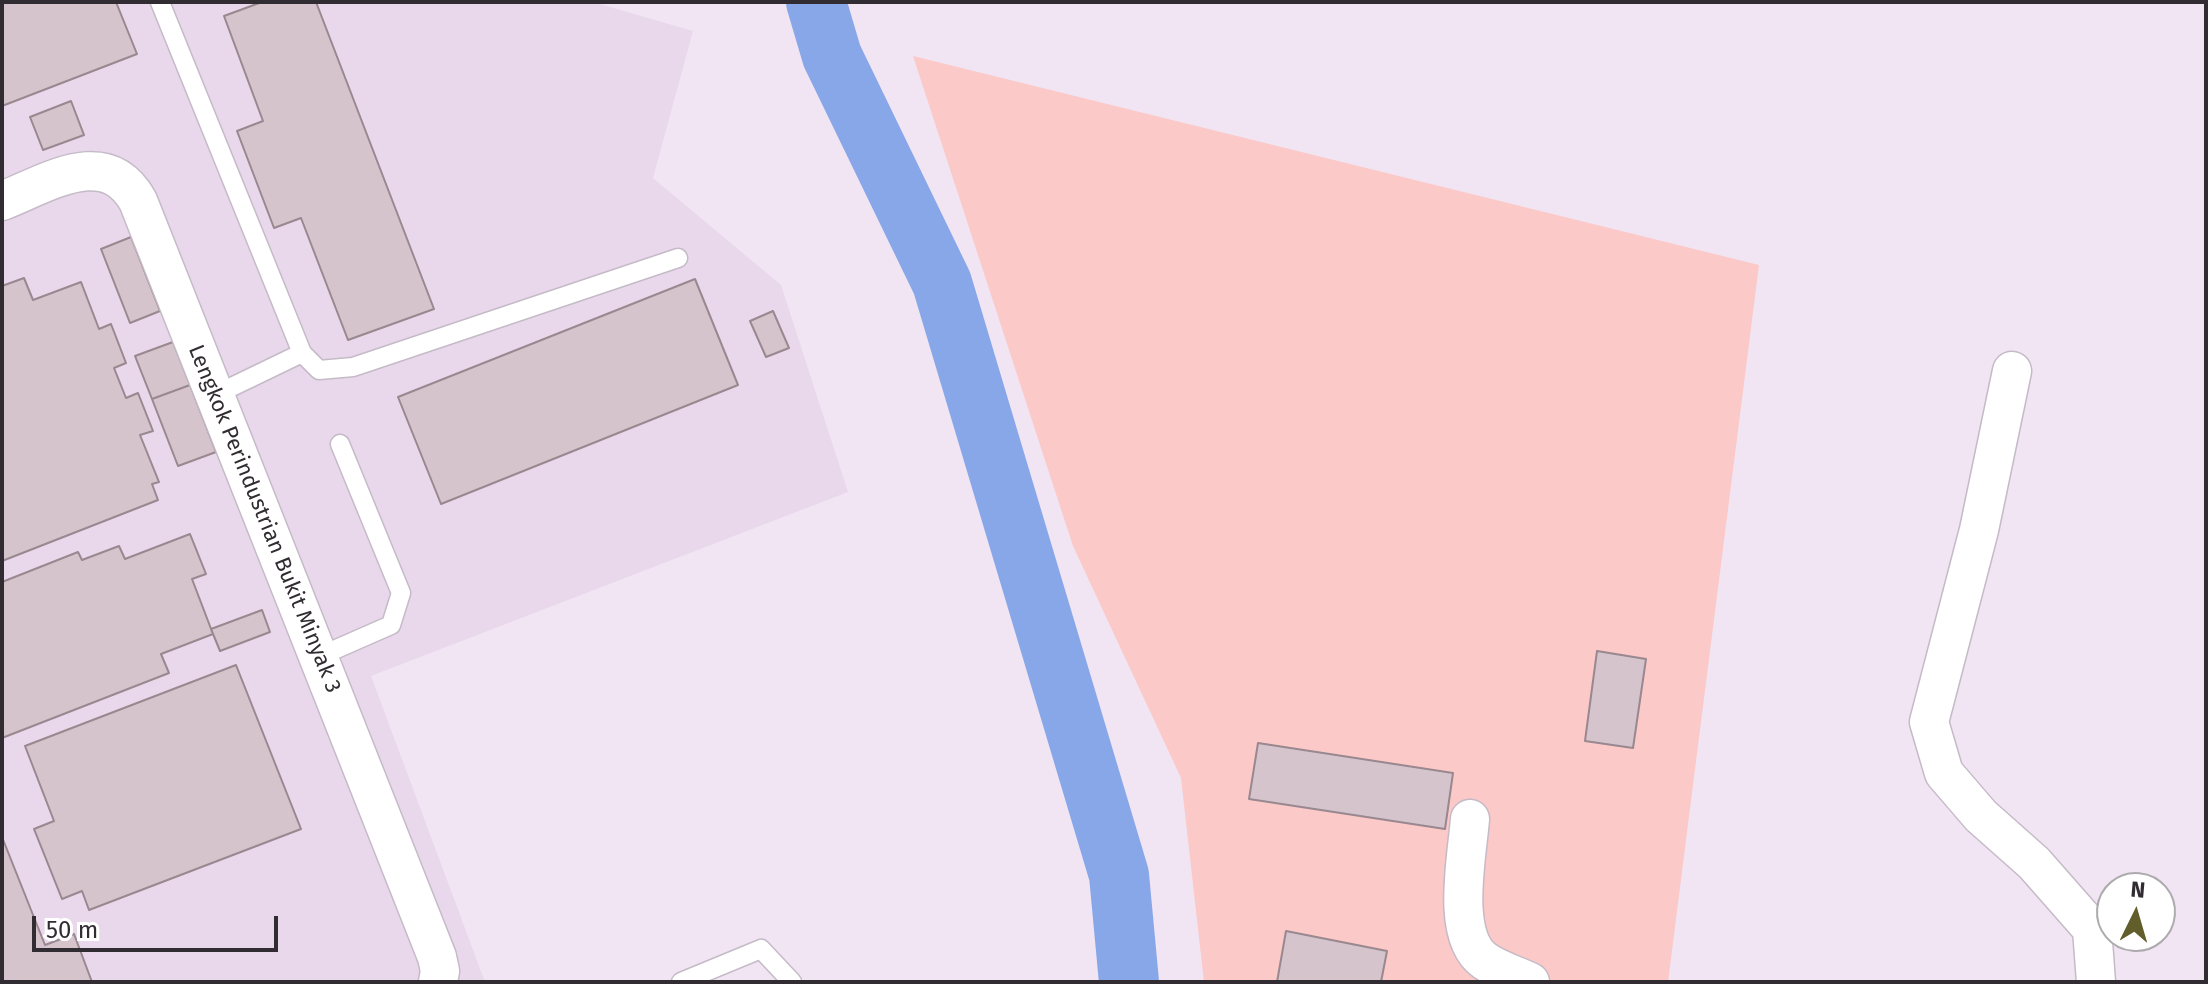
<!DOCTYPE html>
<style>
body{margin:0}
#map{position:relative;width:2208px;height:984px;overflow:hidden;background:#f1e5f3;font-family:"Fira Sans",sans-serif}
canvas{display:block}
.frame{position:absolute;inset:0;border:4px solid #312c31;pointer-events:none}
.north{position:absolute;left:2096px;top:872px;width:80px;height:80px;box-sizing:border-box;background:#fff;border:2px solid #adabad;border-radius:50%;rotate:5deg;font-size:22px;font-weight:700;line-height:32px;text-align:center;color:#312c31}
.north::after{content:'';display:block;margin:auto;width:28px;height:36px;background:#615e2b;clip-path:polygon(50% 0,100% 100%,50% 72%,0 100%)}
.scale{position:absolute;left:32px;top:916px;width:246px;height:36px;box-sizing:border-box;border:4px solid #312c31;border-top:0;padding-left:10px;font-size:24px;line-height:28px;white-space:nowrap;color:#312c31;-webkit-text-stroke:6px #fff;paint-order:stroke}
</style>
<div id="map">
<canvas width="2208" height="984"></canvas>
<div class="frame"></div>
<div class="north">N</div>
<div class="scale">50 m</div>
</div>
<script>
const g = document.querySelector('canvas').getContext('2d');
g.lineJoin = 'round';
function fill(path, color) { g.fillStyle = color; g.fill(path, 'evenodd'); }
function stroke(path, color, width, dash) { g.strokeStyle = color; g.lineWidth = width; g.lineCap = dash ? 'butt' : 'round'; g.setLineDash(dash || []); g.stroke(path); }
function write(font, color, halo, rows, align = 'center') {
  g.font = font + ' "Fira Sans",sans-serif'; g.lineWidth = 7; g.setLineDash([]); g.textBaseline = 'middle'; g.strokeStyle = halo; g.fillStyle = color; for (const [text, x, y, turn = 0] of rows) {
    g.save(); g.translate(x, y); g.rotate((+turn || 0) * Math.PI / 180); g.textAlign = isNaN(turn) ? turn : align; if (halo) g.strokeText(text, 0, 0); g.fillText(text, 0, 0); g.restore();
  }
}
fill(new Path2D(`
 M2,2H593L693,31L653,178L781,285L848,492L371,676L485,982H2Z`), '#e9d8eb');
fill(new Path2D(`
 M913,56L1759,265L1668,982H1204L1181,778L1073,546Z`), '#fbc9c8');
stroke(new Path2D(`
 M816,2L832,56L942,283L1119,875L1129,982`), '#88a7e8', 60);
const building = new Path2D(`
 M2,2H116L137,54L2,106Z
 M262,2H316L434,309L348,340L301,218L274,228L237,131L263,121L224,16Z
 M71,101L84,135L43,150L30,117Z
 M131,237L160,311L130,323L101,249Z
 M24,278L33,300L81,282L99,329L111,324L126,363L114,368L126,398L138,393L153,431L140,435L159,482L152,484L158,500L2,561V286Z
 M695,279L738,385L441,504L398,397Z
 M773,311L789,348L766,357L750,321Z
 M173,342L190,385L152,399L135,356Z
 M190,385L216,452L178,466L152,399Z
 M190,534L206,574L192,579L213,634L161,654L169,673L2,738V582L78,552L82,560L119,546L125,559Z
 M262,610L270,632L220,651L211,629Z
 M1597,651L1646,659L1633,748L1585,741Z
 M236,665L301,829L89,910L82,891L62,899L34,829L54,821L25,746Z
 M1258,743L1453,773L1445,829L1249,799Z
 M2,837L45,945L74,934L92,982H2Z
 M1286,931L1387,951L1381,982H1277Z`);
fill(building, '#d6c4cc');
stroke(building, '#99888f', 2);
const service = new Path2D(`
 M160,2L302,353
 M215,395L302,353L319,370L353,367L678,258
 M318,657L391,625L401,593L340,444
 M681,982L761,949L792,982`);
const minor = new Path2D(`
 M2,201C48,183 106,144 138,201L437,957L440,971L438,982
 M2012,371L1979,530L1929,722L1944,773L1981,816L2034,863L2092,929L2096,982
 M1470,819C1467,857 1450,937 1485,961C1498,970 1515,975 1530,982`);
stroke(service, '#c5bac7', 21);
stroke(minor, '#c5bac7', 41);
stroke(service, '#fff', 18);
stroke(minor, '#fff', 38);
write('22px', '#312c31', '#fff', [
 ["Lengkok Perindustrian Bukit Minyak 3",264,519,68]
]);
</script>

• What to work on
Search the material for the word "function". Each line where it is found must be copied.

• Problem solution
function fill(path, color) { g.fillStyle = color; g.fill(path, 'evenodd'); }
function stroke(path, color, width, dash) { g.strokeStyle = color; g.lineWidth = width; g.lineCap = dash ? 'butt' : 'round'; g.setLineDash(dash || []); g.stroke(path); }
function write(font, color, halo, rows, align = 'center') {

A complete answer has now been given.